Le prince et la crapaude.

Vous regardez Girls? Cette série américaine que l’on compare beaucoup (et à tort) à Sex and the City ?

Si non, sachez que vous devriez (mais vous pouvez quand même rester, votre compréhension de ce qui suit ne s’en trouvera aucunement altérée).

Si oui, vous avez du voir cet épisode où Hannah se ramasse un putain de beau gosse de divorcé et passe 24h de rêve cloîtrée dans son appart.

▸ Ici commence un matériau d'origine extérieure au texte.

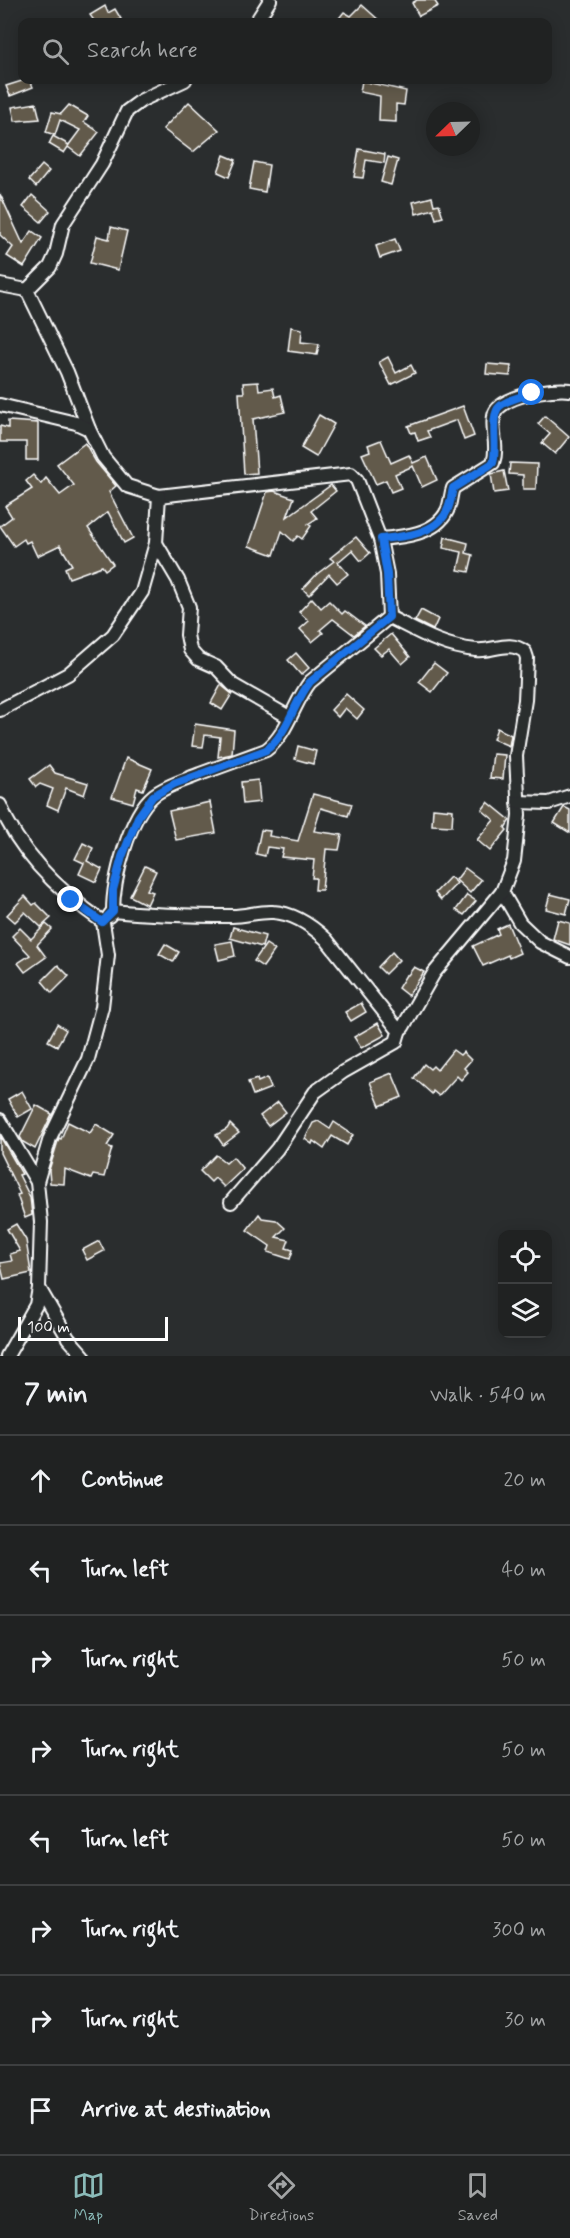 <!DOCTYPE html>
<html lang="en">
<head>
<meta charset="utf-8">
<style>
  :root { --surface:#202222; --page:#282a2a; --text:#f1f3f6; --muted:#a2a4a5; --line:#3d3f40; --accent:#8bbbb9 }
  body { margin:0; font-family:Mynerve,sans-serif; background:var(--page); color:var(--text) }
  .controls { position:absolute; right:18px; bottom:18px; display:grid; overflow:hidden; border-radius:12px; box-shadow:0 3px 15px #0003 }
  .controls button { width:54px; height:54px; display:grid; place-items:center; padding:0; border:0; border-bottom:2px solid var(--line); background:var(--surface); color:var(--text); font:30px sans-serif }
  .compass { position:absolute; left:426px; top:102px; width:54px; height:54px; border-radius:50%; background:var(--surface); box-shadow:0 3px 15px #0003; rotate:247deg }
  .scale { position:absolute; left:18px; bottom:15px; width:150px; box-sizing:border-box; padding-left:6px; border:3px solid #fff; border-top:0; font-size:16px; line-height:21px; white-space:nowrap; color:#fff; -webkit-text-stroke:4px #2a2d2e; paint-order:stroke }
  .stop { position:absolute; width:18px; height:18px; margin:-14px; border:4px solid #1a73e8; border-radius:50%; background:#fff }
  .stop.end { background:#1a73e8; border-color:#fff; box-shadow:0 2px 6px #0008 }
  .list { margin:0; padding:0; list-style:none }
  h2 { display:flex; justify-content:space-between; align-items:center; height:78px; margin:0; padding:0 24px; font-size:26px }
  h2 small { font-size:20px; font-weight:400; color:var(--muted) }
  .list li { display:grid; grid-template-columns:39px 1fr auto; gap:18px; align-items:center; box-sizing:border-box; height:90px; padding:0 24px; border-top:2px solid var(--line) }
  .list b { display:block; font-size:22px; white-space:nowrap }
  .list em { font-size:20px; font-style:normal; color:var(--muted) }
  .icon { flex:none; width:33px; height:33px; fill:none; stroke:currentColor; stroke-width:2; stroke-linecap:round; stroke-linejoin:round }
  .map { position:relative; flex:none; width:570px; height:1356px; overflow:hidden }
  .search { position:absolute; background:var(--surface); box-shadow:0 3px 15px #0003; left:18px; right:18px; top:18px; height:66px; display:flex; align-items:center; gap:15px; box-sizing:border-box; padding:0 21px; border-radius:12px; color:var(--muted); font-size:22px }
  .sheet { height:798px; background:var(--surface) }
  nav { display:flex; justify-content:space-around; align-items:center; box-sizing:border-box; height:84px; border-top:2px solid var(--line); background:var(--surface); font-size:16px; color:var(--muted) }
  nav a { display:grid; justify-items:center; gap:3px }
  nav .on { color:var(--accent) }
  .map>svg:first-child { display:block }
  .building { fill:#625a4b; stroke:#fff; stroke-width:1.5 }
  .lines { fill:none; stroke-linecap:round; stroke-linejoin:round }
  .street-casing { stroke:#fff; stroke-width:16 }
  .street { stroke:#2a2d2e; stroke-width:12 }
  .route { stroke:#1a73e8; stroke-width:8 }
</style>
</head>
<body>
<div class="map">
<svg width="570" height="1356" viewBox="0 0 570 1356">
  <rect width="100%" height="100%" fill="#2a2d2e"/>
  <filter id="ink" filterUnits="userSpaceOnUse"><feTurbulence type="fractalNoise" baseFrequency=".0167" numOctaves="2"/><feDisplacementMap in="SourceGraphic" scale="12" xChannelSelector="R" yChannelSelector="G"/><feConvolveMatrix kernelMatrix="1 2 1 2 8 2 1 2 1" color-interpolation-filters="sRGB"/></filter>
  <g filter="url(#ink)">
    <!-- building -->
    <g class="building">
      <path d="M417,0h17l4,6 -19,10 -7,-13z"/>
      <path d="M362,5l19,17h-45l8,-10 7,4z"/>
      <path d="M105,6l3,7 7,-4 6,10 -6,3h-20l-5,-7z"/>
      <path d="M25,80h5l3,7 -23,9 -4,-10z"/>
      <path d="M362,81l44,10 -2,14 -8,-1v18l-17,-1 1,-25 -20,-4z"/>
      <path d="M189,102l30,28 -26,22 -30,-23z"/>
      <path d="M36,103l4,16 -25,2 -3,-14z"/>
      <path d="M69,105l19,11 -4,6 15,10 -19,24 -12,-9 -4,6 -15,-9 4,-8 16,9 -1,1 12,-16 -20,-10 -5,15 -9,-3 6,-20 9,2z"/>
      <path d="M359,149l26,5 -1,9 -18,-3 -3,18 -9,-1z"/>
      <path d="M224,155l12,5 -7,17 -11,-5z"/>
      <path d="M388,157l10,3 -7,25 -10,-3z"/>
      <path d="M254,162l15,3 -4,27 -16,-3z"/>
      <path d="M42,165l7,6 -13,16 -7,-7z"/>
      <path d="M0,194l23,50 9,-13 10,7 -18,29 -17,-11 6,-9 -13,-12z"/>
      <path d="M32,195l18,16 -9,11 -18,-15z"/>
      <path d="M432,197l2,8 5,-1 4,13 -7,2 -3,-10 -17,5 -3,-12z"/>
      <path d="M111,227l16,4 -9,39 -28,-7 7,-27 12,3z"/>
      <path d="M395,239l5,12 -20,7 -4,-12z"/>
      <path d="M291,327l11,2 -1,13 18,2 -2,11 -29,-4z"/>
      <path d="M388,357l8,16 15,-8 4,8 -24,12 -12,-23z"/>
      <path d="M487,364l24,2 -1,10 -24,-2z"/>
      <path d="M258,382l1,8 14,-2 2,9 6,-2 4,17 -32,7 4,54 -13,1 -5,-81h5l-1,-10z"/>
      <path d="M463,406l11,30 -10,4 -7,-20 -30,11 3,6 -12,4 -3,-9 -4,1 -3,-7z"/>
      <path d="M319,415l15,9 -18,33 -15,-9z"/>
      <path d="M545,416l24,21 -14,17 -13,-11 8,-9 -12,-10z"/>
      <path d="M8,421l30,2v37h-12v-18h-26v-16l8,2z"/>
      <path d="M381,440l10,23 18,-8 4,8 14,-6 10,23 -15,7 -9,-21 -18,8 6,14 -10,4 -5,-12 -10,4 -14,-30 8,-3 -2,-6z"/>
      <path d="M85,443l11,19 20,24 -7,6 24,46 -9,5 -16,-31 -20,16 25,36 -8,6 -3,-4 -33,12 -4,-10 7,-3 -12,-20 -23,11 -7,-15 -4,2 -2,-4 -10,7 -14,-20 12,-9 -7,-11 27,-17 -6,-8 7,-6 8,9 5,-6 14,17 14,-10 -17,-21z"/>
      <path d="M510,463l27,1 -1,25h-13v-14l-14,-1z"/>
      <path d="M504,471l4,20 -14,2 -3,-19z"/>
      <path d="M331,485l5,6 -25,20 6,7 -9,6 3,2 -9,13 -4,-3 -5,5 -11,-10 -8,24 -25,-9 18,-54 7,-1 20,7 -7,19z"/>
      <path d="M356,537l14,16 -9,8 -9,-11 -14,12 10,12 -11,9 -8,-9 -20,21 -6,-6 14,-15 17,-13 -4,-3z"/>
      <path d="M445,537l23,6 -2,10 7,2 -4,17 -11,-2 4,-18 -19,-4z"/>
      <path d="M312,598l9,10 8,-7 13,13 3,-3 20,15 -11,9 -21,-16 -13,11 3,3 -11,9 -12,-13 9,-8 -10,-9z"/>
      <path d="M421,610l17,9 -5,11 -18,-9z"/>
      <path d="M391,634l19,23 -8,7 -13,-15 -8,6 -7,-7z"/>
      <path d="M296,653l13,15 -8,7 -13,-15z"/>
      <path d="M434,663l13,10 -15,19 -13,-10z"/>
      <path d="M221,685l11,9 -10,16 -11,-7z"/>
      <path d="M346,694l18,16 -7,9 -12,-11 -7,9 -7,-7z"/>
      <path d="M195,724l39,6 -2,24 -14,3 2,-20 -15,-2 -2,12 -11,-1z"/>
      <path d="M497,728l14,7 -2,11 -16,-7z"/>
      <path d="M298,746l18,5 -3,13 -18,-5z"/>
      <path d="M493,754l12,1 -2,24 -13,-1z"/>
      <path d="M126,758l26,11 -9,21 -6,-2 -4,15 -21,-6z"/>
      <path d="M49,765l6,8 33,10 -4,12 -18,-7 -8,22 -11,-5 6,-16 -13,-5 -4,3 -6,-8z"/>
      <path d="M258,780l2,22 -17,2 -2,-22z"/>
      <path d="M313,794l39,10 -4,12 -27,-8 -7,23 28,4 -3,15 -13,-1 -4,41h-7l1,-12h-4l2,-18 -33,-3 2,-8 -16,-2 -2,9 -9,-2 5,-24 9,1 -1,5 29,5z"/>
      <path d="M210,802l6,31 -40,7 -7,-29z"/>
      <path d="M488,802l22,18 -5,8 2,2 -17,21 -13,-11 17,-20 -12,-10z"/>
      <path d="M564,807l6,3v23l-16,-10z"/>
      <path d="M433,808l20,2 -1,16 -20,-1z"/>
      <path d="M83,843l10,5 -6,13 15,8 -6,13 -17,-8 5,-11 -9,-4z"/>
      <path d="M145,866l11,5 -9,19 6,2 -6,13 -17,-9z"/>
      <path d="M465,868l16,12 -11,13 -14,-13z"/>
      <path d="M450,877l7,6 -16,17 -6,-7z"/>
      <path d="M550,894l20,5 -4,15 -20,-5z"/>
      <path d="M467,895l9,6 -12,14 -8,-5z"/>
      <path d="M25,896l8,9 3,-2 15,15 -10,9 -16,-15 -10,10 -8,-7z"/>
      <path d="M558,920l12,3v22l-17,-6z"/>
      <path d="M46,924l6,5 -15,16 9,12 -21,15 -7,-9 12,-8 -18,-19 8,-8 11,11z"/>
      <path d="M508,924l12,29 -11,5 -1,-3 -25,11 -10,-20 26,-12 -2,-5z"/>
      <path d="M233,927l32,9 -3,11 -32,-9z"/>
      <path d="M232,941l3,15 -16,4 -4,-16z"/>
      <path d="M165,944l14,8 -6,10 -14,-8z"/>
      <path d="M266,944l9,6 -12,17 -9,-6z"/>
      <path d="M392,952l7,8 -14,14 -7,-7z"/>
      <path d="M58,965l11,11 -17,17 -10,-12z"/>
      <path d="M414,967l10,5 -16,24 -10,-8 8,-13h2z"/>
      <path d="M361,1003l5,9 -15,9 -6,-9z"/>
      <path d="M378,1023l7,12 -24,13 -7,-11z"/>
      <path d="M57,1024l9,6 -9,16 -9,-5z"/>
      <path d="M453,1050l7,5 3,-3 8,8 -7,8 4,4 -7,8 -4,-4 -18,20 -6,-5 -1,3 -18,-16 10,-14 6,5 3,-3 4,4z"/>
      <path d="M392,1073l10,24 -22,9 -10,-24z"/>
      <path d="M267,1078l4,10 -18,7 -5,-13 9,-3 1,3z"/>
      <path d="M22,1091l10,18 -14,8 -10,-18z"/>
      <path d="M278,1102l8,10 -18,14 -8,-10z"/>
      <path d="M36,1105l16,9 -17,35 -12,-7 -3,-5z"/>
      <path d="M318,1121l12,8 4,-7 19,13 -6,10 -15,-9 -8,13 -11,-8 -1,3 -7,-5 8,-16z"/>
      <path d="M68,1122l22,11 6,-9 18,11 -7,11 5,2 -8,29 -11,-2 -2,4 -26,-10 -1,15 -14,-1 -1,-13 9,-29 1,-3 2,1z"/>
      <path d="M230,1124l9,9 -16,12 -7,-10 11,-6z"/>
      <path d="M0,1136l22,38 -3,1 11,22 2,18 -7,3 -8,-23 3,-1 -20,-41z"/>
      <path d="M216,1155l10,8 7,-6 10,12 -19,18 -9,-9 -4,4 -11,-11z"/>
      <path d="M259,1214l3,4 14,2 9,8 -9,9 13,3 -3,8 7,2 -3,9 -22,-7 2,-6 -23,-16z"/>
      <path d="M16,1224l10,16 5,33 -27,6 -4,-16 12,-2 -2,-7 10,-3 -13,-22z"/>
      <path d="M99,1241l5,10 -17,9 -5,-10z"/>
    </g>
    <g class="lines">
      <!-- street casing -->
      <g class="street-casing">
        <g id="street">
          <path d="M256,22l14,-22"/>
          <path d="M0,285l27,5 40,82 22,57 14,28 24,29 32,10 192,-22 6,6 23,59 7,35 2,43c28,14 54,30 87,33 17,2 33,-11 49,2l2,6 -2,42 -9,56 3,59 -5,46 -12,31 18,31 20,19 30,15"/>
          <path d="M27,290l23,-23 6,-13 7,-30 39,-60 25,-53 15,-11 43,-20"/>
          <path d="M0,405l76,18 13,6"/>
          <path d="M380,539c23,-2 56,-5 67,-28 4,-8 3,-15 6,-23l40,-25c6,-17 -2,-31 1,-47 3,-20 59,-29 76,-26"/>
          <path d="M156,543l22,37 11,27 -2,28 3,15 8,9 18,8 17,18 56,32"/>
          <path d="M0,710l68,-36 45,-39 29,-43 14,-49 3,-47"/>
          <path d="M518,802l31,1 21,-7"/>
          <path d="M0,805c20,49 60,87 103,117l5,33 -6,52 -14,52 -38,79 -13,44 4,40 -2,66 29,50 16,18"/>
          <path d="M113,911c40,4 79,5 119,5 14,0 28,-5 41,-4 20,1 39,14 53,27l70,88 4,2 3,-2 31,-54 68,-81"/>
          <path d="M109,916l4,-5c0,-30 16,-96 41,-116 13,-10 31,-15 46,-21 22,-8 44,-16 66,-24 21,-15 28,-48 44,-68l79,-65"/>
          <path d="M0,1120l37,62"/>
          <path d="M231,1202l46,-53 38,-57 28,-20 53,-30 4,-13"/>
          <path d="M7,1356l29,-51 3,-17"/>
        </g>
      </g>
      <!-- street -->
      <use href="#street" class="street"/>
    </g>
  </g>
  <g class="lines" filter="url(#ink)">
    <!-- route -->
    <path class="route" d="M71,900l31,22 11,-11v-21l9,-33 16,-40 15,-21 21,-12 92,-34c21,-15 28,-48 44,-68l79,-65 -2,-43 -6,-35c22,-2 55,-5 66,-28 4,-8 4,-15 6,-23l40,-25c5,-15 -4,-48 7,-57 8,-7 22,-9 32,-13"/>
  </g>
</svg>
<div class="controls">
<button><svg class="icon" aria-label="locate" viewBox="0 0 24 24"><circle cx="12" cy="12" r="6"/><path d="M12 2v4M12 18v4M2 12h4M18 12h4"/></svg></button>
<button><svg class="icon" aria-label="layers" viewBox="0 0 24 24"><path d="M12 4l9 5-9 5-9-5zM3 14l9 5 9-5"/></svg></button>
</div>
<svg class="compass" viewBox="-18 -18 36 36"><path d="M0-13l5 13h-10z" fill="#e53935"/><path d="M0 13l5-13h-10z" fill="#a2a4a5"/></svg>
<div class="scale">100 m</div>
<div class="stop" style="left:532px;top:393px"></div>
<div class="stop end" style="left:71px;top:900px"></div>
<div class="search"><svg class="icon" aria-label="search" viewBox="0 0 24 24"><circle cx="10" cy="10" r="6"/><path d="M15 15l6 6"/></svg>Search here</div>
</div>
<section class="sheet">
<h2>7 min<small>Walk · 540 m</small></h2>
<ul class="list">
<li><svg class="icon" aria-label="ahead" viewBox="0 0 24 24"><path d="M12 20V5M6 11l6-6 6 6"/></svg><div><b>Continue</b></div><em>20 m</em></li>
<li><svg class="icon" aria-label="left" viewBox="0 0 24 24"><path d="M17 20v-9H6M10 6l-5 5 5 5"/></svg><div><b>Turn left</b></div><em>40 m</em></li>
<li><svg class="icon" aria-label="right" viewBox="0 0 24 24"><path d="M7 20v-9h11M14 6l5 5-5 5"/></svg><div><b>Turn right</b></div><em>50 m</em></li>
<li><svg class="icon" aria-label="right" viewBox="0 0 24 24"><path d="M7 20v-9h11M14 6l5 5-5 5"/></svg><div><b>Turn right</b></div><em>50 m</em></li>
<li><svg class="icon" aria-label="left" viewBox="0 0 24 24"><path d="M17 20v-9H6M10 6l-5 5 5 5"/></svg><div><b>Turn left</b></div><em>50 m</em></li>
<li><svg class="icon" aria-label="right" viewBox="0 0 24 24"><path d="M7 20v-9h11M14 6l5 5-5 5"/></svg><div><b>Turn right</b></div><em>300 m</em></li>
<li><svg class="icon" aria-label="right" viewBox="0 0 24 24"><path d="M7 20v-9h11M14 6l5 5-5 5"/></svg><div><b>Turn right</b></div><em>30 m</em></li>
<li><svg class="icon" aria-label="arrive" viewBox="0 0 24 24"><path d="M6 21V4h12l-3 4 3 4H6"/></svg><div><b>Arrive at destination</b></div></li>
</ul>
</section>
<nav>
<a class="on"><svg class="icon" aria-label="map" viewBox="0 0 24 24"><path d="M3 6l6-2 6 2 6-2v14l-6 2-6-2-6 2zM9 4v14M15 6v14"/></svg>Map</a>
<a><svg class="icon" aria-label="directions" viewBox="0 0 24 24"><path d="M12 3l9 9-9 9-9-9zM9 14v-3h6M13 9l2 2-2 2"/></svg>Directions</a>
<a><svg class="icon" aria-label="saved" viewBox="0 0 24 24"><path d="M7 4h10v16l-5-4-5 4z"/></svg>Saved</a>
</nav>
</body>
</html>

Je repose un peu le décor : Hannah, 24 ans, rencontre un homme, beau gosse, médecin, la quarantaine bien entamée, se retrouve chez lui pour X raison et dans la demi-heure qui suit leur rencontre, ils s’enlèvent la culotte. Comme l’un et l’autre trouvent ça plutôt plaisant, ils décident de poursuivre toute la nuit et le jour suivant (le doc pose un congé pour l’occasion) et la nuit d’après. Oui, comme ça, ça ressemble juste à un putain de coup d’un ou deux soirs (genre dans le top 5 des meilleurs de ta vie), plutôt courant dans des séries de l’acabit de Girls. 

Oui, sauf que…

Le beau gosse en question était incarné à l’écran par Patrick Wilson. Le personnage d’Hannah, est incarné par Lena Dunham (qui est aussi auteure et productrice de la série).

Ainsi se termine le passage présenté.